Where a record contains an image, leave the image out and print the rest exactly.

######

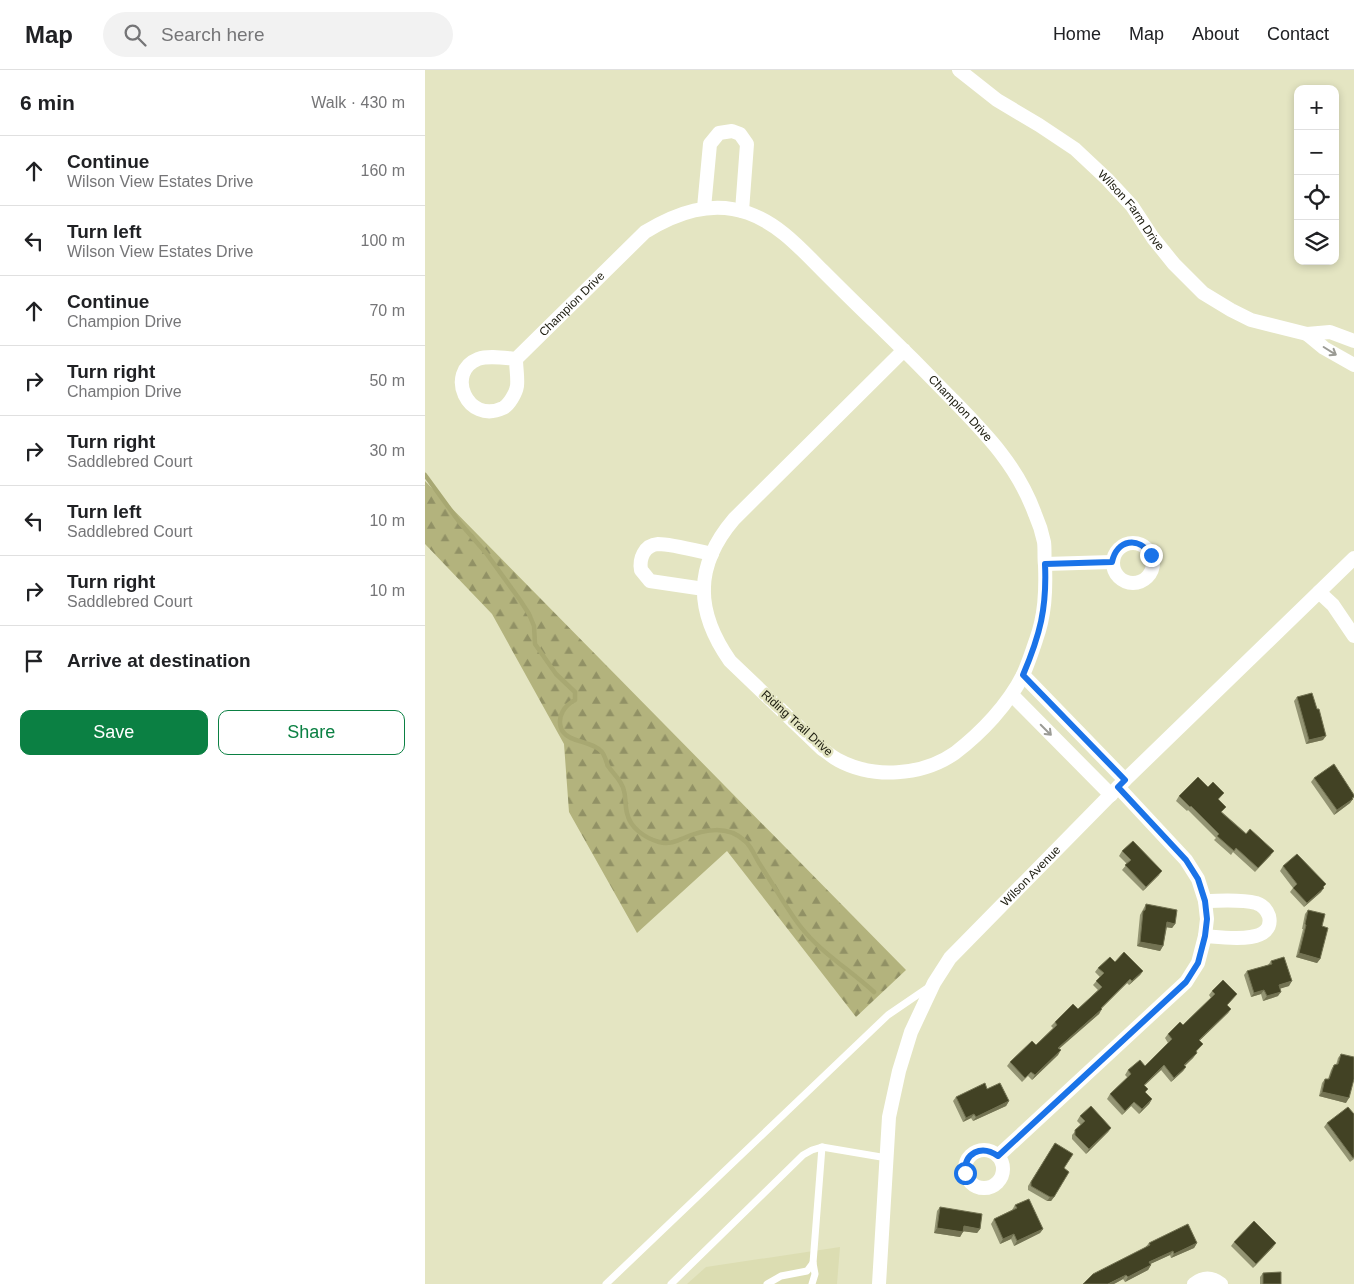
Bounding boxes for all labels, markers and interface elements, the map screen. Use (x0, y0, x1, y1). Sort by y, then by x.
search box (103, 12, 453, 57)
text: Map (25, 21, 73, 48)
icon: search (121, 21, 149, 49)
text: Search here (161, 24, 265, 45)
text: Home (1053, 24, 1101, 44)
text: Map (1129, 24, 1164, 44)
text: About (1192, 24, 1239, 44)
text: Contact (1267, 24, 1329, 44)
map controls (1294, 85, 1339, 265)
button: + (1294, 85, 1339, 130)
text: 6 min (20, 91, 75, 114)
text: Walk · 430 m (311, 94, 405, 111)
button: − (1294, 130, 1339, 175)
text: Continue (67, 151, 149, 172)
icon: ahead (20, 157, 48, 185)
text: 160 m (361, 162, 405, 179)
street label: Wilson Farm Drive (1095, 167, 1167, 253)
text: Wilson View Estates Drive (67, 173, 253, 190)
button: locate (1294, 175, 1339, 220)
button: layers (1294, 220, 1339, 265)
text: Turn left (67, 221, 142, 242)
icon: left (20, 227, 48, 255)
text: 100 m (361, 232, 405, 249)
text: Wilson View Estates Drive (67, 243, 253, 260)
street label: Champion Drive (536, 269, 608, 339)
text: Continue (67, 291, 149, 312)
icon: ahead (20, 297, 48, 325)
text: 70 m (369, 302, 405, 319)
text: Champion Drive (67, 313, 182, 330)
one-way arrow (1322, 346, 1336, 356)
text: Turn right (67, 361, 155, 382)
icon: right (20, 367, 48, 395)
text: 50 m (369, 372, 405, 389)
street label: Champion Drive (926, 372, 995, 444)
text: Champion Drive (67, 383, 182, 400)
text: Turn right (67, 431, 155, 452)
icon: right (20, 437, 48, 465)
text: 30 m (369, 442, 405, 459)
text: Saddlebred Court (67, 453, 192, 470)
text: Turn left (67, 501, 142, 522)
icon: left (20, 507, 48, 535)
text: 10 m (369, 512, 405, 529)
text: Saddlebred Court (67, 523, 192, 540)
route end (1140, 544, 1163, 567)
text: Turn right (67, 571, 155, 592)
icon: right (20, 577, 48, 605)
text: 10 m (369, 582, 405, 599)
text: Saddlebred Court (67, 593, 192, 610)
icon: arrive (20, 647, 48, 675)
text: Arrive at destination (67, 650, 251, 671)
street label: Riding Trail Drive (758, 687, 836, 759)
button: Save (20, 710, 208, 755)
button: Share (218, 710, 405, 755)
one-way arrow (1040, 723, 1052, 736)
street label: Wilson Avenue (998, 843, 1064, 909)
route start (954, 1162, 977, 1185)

######

### [SOLUTION FOR THIS PROBLEM]
Bounding boxes for all labels, markers and interface elements, the map screen. Use (x0, y0, x1, y1). Sort by y, then by x.
search box (103, 12, 453, 57)
text: Map (25, 21, 73, 48)
icon: search (121, 21, 149, 49)
text: Search here (161, 24, 265, 45)
text: Home (1053, 24, 1101, 44)
text: Map (1129, 24, 1164, 44)
text: About (1192, 24, 1239, 44)
text: Contact (1267, 24, 1329, 44)
map controls (1294, 85, 1339, 265)
button: + (1294, 85, 1339, 130)
text: 6 min (20, 91, 75, 114)
text: Walk · 430 m (311, 94, 405, 111)
button: − (1294, 130, 1339, 175)
text: Continue (67, 151, 149, 172)
icon: ahead (20, 157, 48, 185)
text: 160 m (361, 162, 405, 179)
street label: Wilson Farm Drive (1095, 167, 1167, 253)
text: Wilson View Estates Drive (67, 173, 253, 190)
button: locate (1294, 175, 1339, 220)
button: layers (1294, 220, 1339, 265)
text: Turn left (67, 221, 142, 242)
icon: left (20, 227, 48, 255)
text: 100 m (361, 232, 405, 249)
text: Wilson View Estates Drive (67, 243, 253, 260)
street label: Champion Drive (536, 269, 608, 339)
text: Continue (67, 291, 149, 312)
icon: ahead (20, 297, 48, 325)
text: 70 m (369, 302, 405, 319)
text: Champion Drive (67, 313, 182, 330)
one-way arrow (1322, 346, 1336, 356)
text: Turn right (67, 361, 155, 382)
icon: right (20, 367, 48, 395)
text: 50 m (369, 372, 405, 389)
street label: Champion Drive (926, 372, 995, 444)
text: Champion Drive (67, 383, 182, 400)
text: Turn right (67, 431, 155, 452)
icon: right (20, 437, 48, 465)
text: 30 m (369, 442, 405, 459)
text: Saddlebred Court (67, 453, 192, 470)
text: Turn left (67, 501, 142, 522)
icon: left (20, 507, 48, 535)
text: 10 m (369, 512, 405, 529)
text: Saddlebred Court (67, 523, 192, 540)
route end (1140, 544, 1163, 567)
text: Turn right (67, 571, 155, 592)
icon: right (20, 577, 48, 605)
text: 10 m (369, 582, 405, 599)
text: Saddlebred Court (67, 593, 192, 610)
icon: arrive (20, 647, 48, 675)
text: Arrive at destination (67, 650, 251, 671)
street label: Riding Trail Drive (758, 687, 836, 759)
button: Save (20, 710, 208, 755)
button: Share (218, 710, 405, 755)
one-way arrow (1040, 723, 1052, 736)
street label: Wilson Avenue (998, 843, 1064, 909)
route start (954, 1162, 977, 1185)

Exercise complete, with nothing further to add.